Questions for a Skycap
Checking a bag at the curb isn’t what it used to be—for the passenger or the skycap.
Life at the airport curb is in flux. Most airlines now charge for skycap services, and many passengers use self-service kiosks to check bags. We talked with a Delta skycap (who requested not to be identified) at New York’s LaGuardia Airport (LGA) about the job and how it’s changing.
HAS THE $2 CHARGE FOR CURBSIDE BAG CHECK AFFECTED YOUR TIPS?
Tips are definitely less now that airlines are charging for checking in and for overweight bags and excess baggage. The average tip is $1 for two bags checked.
WHO ARE THE BEST TIPPERS?
They’re the regular travelers, not business travelers.

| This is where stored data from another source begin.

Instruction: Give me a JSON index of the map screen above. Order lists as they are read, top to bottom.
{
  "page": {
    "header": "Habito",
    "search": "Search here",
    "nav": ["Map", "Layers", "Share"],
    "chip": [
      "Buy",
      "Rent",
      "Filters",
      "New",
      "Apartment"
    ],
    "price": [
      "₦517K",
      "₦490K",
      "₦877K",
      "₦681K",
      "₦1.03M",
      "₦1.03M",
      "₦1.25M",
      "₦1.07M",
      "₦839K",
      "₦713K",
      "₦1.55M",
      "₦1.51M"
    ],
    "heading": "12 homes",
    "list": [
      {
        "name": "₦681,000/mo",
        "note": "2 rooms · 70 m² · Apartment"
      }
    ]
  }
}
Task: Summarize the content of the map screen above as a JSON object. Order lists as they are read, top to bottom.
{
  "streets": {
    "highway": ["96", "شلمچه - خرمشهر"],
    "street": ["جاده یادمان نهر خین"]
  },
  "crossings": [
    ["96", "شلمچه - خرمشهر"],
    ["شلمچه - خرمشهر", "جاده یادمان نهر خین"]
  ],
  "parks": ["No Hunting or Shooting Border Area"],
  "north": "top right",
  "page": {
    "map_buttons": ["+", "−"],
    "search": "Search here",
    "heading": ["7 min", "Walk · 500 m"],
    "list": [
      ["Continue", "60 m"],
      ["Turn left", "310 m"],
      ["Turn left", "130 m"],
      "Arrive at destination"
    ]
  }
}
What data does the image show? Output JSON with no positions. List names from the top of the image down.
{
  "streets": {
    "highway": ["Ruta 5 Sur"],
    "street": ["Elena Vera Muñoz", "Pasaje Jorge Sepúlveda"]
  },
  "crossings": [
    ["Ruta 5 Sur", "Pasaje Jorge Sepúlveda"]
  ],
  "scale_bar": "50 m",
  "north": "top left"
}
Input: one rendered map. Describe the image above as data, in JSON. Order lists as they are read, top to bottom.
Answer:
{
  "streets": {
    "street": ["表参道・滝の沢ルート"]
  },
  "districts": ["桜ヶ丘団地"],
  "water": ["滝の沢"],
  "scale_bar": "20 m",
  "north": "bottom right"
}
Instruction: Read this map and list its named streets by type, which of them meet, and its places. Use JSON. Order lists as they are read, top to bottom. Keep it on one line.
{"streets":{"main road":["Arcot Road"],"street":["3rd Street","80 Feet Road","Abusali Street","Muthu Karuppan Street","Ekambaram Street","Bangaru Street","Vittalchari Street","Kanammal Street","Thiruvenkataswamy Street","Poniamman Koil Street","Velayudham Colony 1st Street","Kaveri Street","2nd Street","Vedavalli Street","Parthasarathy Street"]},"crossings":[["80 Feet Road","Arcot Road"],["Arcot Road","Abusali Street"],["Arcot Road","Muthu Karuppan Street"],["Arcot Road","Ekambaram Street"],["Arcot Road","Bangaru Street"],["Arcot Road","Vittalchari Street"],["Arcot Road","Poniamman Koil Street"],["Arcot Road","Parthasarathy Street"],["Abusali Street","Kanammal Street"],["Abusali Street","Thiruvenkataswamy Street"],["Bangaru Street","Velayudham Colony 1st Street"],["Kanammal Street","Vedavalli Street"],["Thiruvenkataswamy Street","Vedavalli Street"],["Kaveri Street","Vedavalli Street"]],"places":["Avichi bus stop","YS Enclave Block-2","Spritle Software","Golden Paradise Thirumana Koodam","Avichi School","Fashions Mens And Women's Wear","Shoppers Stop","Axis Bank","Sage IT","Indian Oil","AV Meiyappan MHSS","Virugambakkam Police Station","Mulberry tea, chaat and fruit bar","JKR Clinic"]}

WHAT’S A BUSY DAY FOR YOU?
A busy day could be 1,500–2,000 customers. We usually know ahead of time how many people to expect.
WHAT IS THE BEST PART OF THE JOB?
The best and worst part of the job is the people interaction. The job is physical and psychological: You have to deal with all kinds of people.
WHAT’S THE CRAZIEST ITEM YOU’VE CHECKED?
Someone came and wanted to check a car engine as baggage. It ended up having to go as cargo.
WHAT ADVICE WOULD YOU GIVE SOMEONE WHO IS LATE FOR A FLIGHT AND WANTS TO USE A SKYCAP?
If you are in a rush and there is a line, have tip money ready. Go to the front of the line and ask politely for help. The skycap will go out of his way to get you on your way.
Fun Facts About Skycaps
SKYCAPS BEHAVING BADLY
When a passenger in Miami refused to tip more than $1 above the $2 charge for checking a bag, a skycap protested. But the passenger refused to up the tip. When he opened his bag in Chicago, it was filled with garbage. American Airlines reportedly offered the customer an apology and frequent flier miles.
Skycaps at Boston’s Logan International Airport filed a class action suit against American Airlines and G2 Secure Staff in December 2006 (still pending). The skycaps claim the airlines’ imposition of a $2 per bag fee for skycap services deprived them of tips.
DO THE HUSTLE
According to the Bureau of Labor Statistics, the average skycap earns $21,580 a year, though it was widely reported that prior to the introduction of the bag fee, a skycap at a major airport could earn as much as $75,000. Most airlines do not allow skycaps to openly ask for tips.